For those still mourning the end of the shuttle program, there's a new reason to be excited about space exploration: It's called SLS.
SLS stands for Space Launch System. The rocket, announced Wednesday, will be the largest and most powerful ever built. Its first flight, which will probably be unmanned, is targeted for the end of 2017.
In theory, SLS will allow astronauts to go unprecedented distances; there's talk of going to an asteroid and, eventually, Mars.
At a cost of $18 billion over the next six years, you might be wondering whether that's realistic, especially at a time when NASA has been laying off employees from the shuttle program.
But William Gerstenmaier, associate administrator for NASA's Human Exploration and Operations Mission Directorate, said Wednesday that there's a "flexible ability" to "keep costs under control."
"If we don’t get exactly the annual budget we anticipated, we have enough flexibility in the program; we can accommodate that by doing some things," he said.
The $18 billion includes a substantial amount of design work, Gerstenmaier said, and includes some, but not all, costs of the second and third flights as well as the initial launch.
Much of amount the development has been minimized: The shuttle main engines can be used, and the solid rocket motors have been extensively tested.
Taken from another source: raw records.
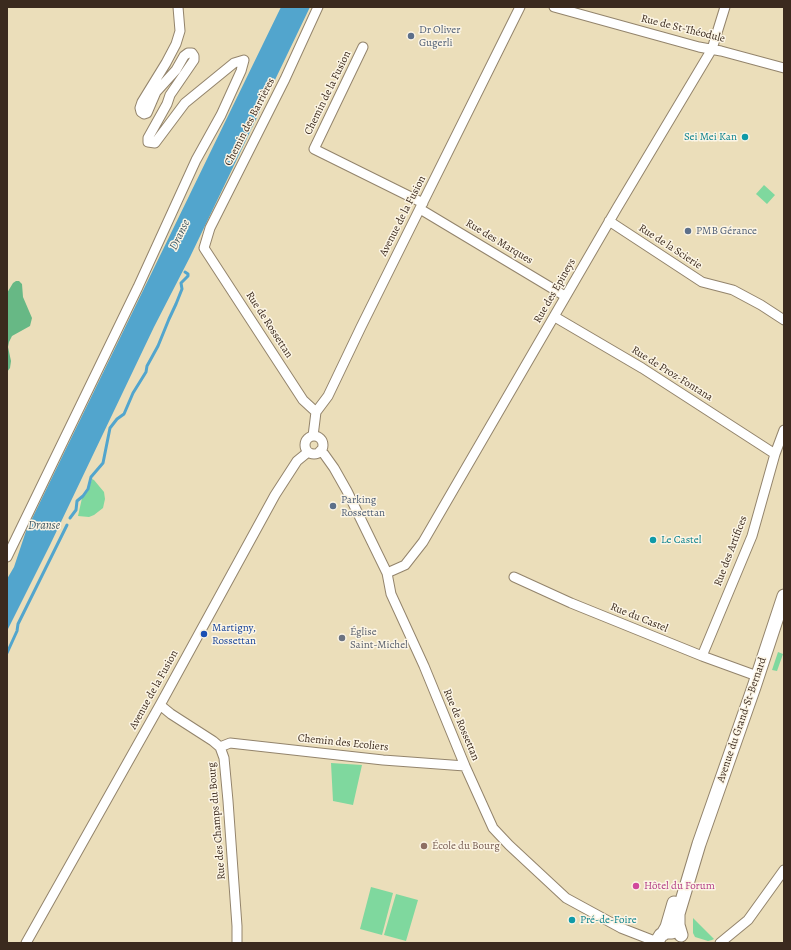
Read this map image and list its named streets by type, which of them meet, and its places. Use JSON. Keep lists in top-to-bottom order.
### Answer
{
  "streets": {
    "street": [
      "Rue de St-Théodule",
      "Chemin de la Fusion",
      "Chemin des Barrières",
      "Avenue de la Fusion",
      "Rue des Marques",
      "Rue de la Scierie",
      "Rue des Epineys",
      "Rue de Rossettan",
      "Rue de Proz-Fontana",
      "Rue des Artifices",
      "Rue du Castel",
      "Avenue du Grand-St-Bernard",
      "Chemin des Ecoliers",
      "Rue des Champs du Bourg"
    ]
  },
  "crossings": [
    ["Rue de St-Théodule", "Rue des Epineys"],
    ["Chemin de la Fusion", "Avenue de la Fusion"],
    ["Chemin de la Fusion", "Rue des Marques"],
    ["Chemin des Barrières", "Rue de Rossettan"],
    ["Avenue de la Fusion", "Rue des Marques"],
    ["Avenue de la Fusion", "Rue de Rossettan"],
    ["Avenue de la Fusion", "Rue des Champs du Bourg"],
    ["Rue des Marques", "Rue des Epineys"],
    ["Rue de la Scierie", "Rue des Epineys"],
    ["Rue des Epineys", "Rue de Rossettan"],
    ["Rue des Epineys", "Rue de Proz-Fontana"],
    ["Rue de Rossettan", "Avenue du Grand-St-Bernard"],
    ["Rue de Rossettan", "Chemin des Ecoliers"],
    ["Rue de Proz-Fontana", "Rue des Artifices"],
    ["Rue des Artifices", "Rue du Castel"],
    ["Rue du Castel", "Avenue du Grand-St-Bernard"],
    ["Chemin des Ecoliers", "Rue des Champs du Bourg"]
  ],
  "water": ["Dranse"],
  "places": [
    "Dr Oliver Gugerli",
    "Sei Mei Kan",
    "PMB Gérance",
    "Parking Rossettan",
    "Le Castel",
    "Martigny, Rossettan",
    "Église Saint-Michel",
    "École du Bourg",
    "Hôtel du Forum",
    "Pré-de-Foire"
  ]
}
There's still a lot of work to do on the core design for the test flight and the upper stage design. The second and third flights might have to be delayed, but NASA is striving to stick to a schedule with a first launch in 2017.
"We’re going to try to protect, as much as we can, that 2017 milestone as we move forward," Gerstenmaier said.
SLS will have three engines initially but could grow to five engines, Gerstenmaier said. It will fly about once or twice a year.
After at least one unmanned test flight, SLS has been planned to transport astronauts on the Orion Multi-Purpose Crew Vehicle, which can carry six people.
Initially, SLS will be able to lift 70 metric tons, but that can be expanded to 130 metric tons when advanced boosters are added. That first version will have 10% more thrust than Saturn V did at its liftoff and will be slightly shorter. The second iteration of SLS will have 20% more thrust than Saturn V at liftoff. The Saturn V rocket was 363 feet tall, and the second version of SLS will be about 40 feet taller.
Saturn V is the rocket that NASA's Apollo and Skylab programs used from 1967 to 1973, and it is the only vehicle that has taken humans out of low-Earth orbit and to the moon.
SLS may look like the child of Saturn V and the space shuttle - at least, according to some Twitter users - but Gerstenmaier says that's not really true. There are similarities to the shuttle, but advancements in manufacturing techniques have made a big difference in terms of efficiency. There's lots that's new: for instance, solid rocket boosters that may be used for early test flights have advancements in nozzle materials and insulation to newer, green technologies.
"Even though rockets may look very similar, there are advances that are taken to get to efficiencies and to get to more reliable systems," said Doug Cooke, deputy associate administrator for NASA's Human Exploration and Operations Mission Directorate.